169.1
Localization of Global Scientific Knowledge – or: How Global Theories Became Local Buzzwords
Localization of Global Scientific Knowledge – or: How Global Theories Became Local Buzzwords
Wednesday, 18 July 2018: 08:30
Location: 705 (MTCC SOUTH BUILDING)
Oral Presentation
The production of scientific knowledge is organized around a series of transnationally relevant theories. Neglect or ignorance of those theories generally leads to a rejection of the correspondent studies by fellow scientists. The production of transnationally relevant theories happens mainly in the Global North and is influenced heavily by the institutional frameworks and the academic culture there. The process of transnationalization of a given theory is therefore an act of globalization of one specific locality – the theory on power by Max Weber carries in it German values and ideals of the early 20th century. Transnationalized theories are not simply accepted in other countries, but go through a process of localization by the agents and institutions there. They are translated into the local culture and the local academic sphere. The values in Weber’s theory are connected to local values and by this, the theory as such is resignified.

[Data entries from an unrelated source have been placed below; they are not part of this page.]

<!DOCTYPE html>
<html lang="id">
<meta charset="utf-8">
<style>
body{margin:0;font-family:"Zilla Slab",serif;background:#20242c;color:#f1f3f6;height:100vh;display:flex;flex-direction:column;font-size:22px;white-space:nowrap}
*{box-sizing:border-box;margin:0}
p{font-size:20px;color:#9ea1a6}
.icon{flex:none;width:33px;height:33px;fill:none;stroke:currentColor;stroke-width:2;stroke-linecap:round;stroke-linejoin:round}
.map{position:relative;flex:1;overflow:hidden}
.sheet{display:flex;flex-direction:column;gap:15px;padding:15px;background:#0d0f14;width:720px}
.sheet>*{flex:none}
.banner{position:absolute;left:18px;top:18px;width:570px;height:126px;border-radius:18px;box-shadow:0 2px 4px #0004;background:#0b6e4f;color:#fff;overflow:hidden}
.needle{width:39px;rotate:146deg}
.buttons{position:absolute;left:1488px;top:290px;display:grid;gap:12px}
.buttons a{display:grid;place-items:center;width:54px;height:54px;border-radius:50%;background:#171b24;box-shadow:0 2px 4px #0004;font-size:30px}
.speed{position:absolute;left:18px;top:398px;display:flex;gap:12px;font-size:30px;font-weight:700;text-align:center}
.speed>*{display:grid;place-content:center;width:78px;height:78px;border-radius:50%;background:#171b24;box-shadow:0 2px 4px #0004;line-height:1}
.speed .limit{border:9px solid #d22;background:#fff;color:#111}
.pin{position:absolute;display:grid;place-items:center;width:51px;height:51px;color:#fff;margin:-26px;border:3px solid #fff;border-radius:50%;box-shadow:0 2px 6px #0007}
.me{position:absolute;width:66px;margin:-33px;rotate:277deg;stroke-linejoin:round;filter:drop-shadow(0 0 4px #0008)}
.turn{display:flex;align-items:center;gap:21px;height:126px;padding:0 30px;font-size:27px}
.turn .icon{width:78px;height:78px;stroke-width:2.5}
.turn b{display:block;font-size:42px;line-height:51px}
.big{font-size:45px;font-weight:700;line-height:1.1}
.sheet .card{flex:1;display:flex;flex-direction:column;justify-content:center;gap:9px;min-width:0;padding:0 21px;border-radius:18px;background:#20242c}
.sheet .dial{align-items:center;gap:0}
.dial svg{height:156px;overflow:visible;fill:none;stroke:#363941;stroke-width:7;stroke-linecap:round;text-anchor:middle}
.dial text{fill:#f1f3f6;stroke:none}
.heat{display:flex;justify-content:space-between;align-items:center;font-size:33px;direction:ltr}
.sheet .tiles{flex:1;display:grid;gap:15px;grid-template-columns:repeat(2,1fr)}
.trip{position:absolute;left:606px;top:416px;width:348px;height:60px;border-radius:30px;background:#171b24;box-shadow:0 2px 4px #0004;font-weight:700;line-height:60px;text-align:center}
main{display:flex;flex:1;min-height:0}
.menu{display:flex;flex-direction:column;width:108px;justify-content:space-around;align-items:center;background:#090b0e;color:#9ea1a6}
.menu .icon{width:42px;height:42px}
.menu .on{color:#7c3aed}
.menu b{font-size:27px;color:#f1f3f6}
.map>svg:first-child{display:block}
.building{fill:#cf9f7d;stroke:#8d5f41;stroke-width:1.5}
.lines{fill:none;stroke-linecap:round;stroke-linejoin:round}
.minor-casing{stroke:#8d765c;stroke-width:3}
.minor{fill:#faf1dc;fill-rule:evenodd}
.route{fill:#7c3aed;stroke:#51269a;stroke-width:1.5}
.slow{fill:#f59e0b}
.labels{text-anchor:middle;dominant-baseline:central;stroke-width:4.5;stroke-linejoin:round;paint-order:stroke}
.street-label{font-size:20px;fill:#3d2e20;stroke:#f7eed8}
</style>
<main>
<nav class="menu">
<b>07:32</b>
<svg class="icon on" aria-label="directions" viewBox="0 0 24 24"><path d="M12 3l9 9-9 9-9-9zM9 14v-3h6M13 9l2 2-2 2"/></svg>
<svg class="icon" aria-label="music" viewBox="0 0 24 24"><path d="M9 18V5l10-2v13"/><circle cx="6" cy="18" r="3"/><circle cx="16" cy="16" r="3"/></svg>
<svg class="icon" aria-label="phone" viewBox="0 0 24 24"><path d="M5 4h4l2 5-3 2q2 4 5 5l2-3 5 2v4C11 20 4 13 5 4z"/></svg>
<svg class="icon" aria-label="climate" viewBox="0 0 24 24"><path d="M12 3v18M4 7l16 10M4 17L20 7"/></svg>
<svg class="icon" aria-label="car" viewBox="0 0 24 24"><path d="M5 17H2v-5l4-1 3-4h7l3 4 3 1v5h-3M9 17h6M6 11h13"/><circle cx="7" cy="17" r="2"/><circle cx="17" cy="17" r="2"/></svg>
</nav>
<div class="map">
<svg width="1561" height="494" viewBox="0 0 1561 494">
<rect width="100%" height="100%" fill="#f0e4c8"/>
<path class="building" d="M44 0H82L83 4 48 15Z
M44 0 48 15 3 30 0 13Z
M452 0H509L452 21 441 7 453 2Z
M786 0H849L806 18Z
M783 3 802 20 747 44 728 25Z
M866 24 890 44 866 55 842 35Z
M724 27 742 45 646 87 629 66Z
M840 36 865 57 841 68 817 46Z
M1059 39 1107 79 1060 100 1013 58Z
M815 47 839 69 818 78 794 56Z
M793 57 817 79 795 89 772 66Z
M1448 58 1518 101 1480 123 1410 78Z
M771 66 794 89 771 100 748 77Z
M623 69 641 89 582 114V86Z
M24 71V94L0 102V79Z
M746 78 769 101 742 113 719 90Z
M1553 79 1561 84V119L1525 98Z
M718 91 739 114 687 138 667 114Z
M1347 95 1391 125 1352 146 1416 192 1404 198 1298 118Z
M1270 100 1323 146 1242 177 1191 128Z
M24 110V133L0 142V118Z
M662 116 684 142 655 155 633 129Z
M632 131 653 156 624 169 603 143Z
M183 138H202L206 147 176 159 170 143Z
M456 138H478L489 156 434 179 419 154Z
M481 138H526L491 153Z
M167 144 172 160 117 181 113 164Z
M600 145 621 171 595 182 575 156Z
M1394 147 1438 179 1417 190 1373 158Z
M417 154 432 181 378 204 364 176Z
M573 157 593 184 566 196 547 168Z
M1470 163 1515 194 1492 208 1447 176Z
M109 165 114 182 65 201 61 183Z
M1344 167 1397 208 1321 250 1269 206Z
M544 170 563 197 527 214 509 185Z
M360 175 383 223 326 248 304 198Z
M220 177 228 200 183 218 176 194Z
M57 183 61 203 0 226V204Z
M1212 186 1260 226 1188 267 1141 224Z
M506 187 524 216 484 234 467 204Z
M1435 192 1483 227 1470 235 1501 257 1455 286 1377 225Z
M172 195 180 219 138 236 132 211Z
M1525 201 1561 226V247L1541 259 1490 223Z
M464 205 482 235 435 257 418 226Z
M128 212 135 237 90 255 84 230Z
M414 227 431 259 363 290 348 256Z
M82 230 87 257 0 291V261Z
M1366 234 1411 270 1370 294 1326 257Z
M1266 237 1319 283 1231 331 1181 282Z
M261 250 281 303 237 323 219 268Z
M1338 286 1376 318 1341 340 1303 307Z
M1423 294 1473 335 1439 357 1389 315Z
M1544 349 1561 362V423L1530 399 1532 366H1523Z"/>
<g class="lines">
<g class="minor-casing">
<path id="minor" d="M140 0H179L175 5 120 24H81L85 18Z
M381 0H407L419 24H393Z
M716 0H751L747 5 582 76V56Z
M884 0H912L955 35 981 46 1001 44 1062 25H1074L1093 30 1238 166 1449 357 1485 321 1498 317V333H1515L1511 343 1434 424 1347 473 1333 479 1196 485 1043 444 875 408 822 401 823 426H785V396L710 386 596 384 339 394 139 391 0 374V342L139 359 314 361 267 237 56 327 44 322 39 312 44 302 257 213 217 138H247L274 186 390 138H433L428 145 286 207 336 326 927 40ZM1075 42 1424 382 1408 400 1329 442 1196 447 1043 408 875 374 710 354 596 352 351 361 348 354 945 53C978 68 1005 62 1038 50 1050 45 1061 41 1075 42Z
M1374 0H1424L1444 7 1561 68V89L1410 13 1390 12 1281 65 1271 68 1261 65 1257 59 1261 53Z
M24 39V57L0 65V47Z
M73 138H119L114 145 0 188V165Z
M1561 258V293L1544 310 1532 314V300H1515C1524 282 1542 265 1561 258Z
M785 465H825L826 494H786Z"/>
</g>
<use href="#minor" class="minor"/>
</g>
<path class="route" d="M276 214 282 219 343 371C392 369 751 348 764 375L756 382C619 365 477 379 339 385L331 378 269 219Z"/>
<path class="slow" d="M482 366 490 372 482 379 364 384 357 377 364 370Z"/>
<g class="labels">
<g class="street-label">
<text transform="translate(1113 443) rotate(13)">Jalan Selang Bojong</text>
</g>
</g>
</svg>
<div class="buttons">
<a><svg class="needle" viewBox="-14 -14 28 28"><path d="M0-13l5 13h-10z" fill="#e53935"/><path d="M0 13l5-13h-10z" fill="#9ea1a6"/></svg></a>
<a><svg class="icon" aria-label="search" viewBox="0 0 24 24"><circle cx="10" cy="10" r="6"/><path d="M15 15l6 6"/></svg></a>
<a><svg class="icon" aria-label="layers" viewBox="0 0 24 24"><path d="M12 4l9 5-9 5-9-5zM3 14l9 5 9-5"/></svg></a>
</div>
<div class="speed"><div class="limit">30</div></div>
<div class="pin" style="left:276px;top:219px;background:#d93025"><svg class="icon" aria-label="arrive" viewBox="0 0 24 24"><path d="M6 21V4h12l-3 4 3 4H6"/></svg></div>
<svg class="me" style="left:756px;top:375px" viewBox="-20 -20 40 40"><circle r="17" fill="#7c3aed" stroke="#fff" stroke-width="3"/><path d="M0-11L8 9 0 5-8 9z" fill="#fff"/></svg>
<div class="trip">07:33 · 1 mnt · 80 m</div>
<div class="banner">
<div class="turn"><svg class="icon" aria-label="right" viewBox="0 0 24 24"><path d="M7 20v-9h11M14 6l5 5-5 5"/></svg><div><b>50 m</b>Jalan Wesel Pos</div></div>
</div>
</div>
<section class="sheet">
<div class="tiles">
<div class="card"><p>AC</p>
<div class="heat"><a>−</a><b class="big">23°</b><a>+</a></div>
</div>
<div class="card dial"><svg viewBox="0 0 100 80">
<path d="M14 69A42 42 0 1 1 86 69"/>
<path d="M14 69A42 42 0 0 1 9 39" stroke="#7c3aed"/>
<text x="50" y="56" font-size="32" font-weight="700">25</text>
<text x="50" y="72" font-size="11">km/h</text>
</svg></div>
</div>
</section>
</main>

This presentation will study the process of localization of transnational theories in social sciences in the Ecuadorian university. Social sciences in Ecuador have a history as academic discipline since the 1960s and are marked by several breaks considering the use of theory. The argument here will be that the localization of transnational theories happens in part in the form of buzzword-like categories, such as “North American sociology” or “positivism” and in part via subsummation under already existing theories and non-theoretic values. The result was -at least for a certain time- a contradictory and rebellious re-creation of theory that is the base for nowadays theory-building in Ecuador.